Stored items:
* * *
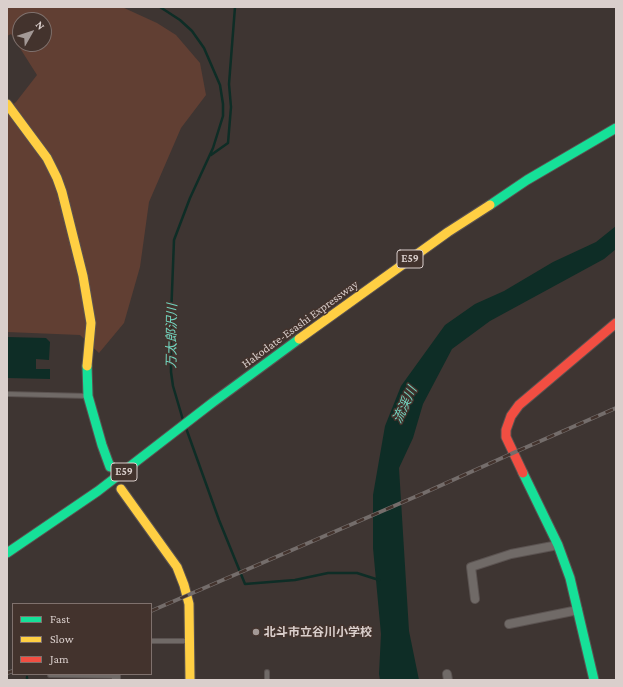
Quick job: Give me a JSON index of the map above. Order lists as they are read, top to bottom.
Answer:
{
  "streets": {
    "main road": ["E59", "Hakodate-Esashi Expressway"]
  },
  "water": ["万太郎沢川", "流渓川"],
  "places": ["北斗市立谷川小学校"],
  "legend": ["Fast", "Slow", "Jam"],
  "north": "top right"
}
* * *
What you should do:
Could you set down every entry again exactly as written, leaving out any pictures?

Written response:
Quick job: Give me a JSON index of the map above. Order lists as they are read, top to bottom.
Answer:
{
  "streets": {
    "main road": ["E59", "Hakodate-Esashi Expressway"]
  },
  "water": ["万太郎沢川", "流渓川"],
  "places": ["北斗市立谷川小学校"],
  "legend": ["Fast", "Slow", "Jam"],
  "north": "top right"
}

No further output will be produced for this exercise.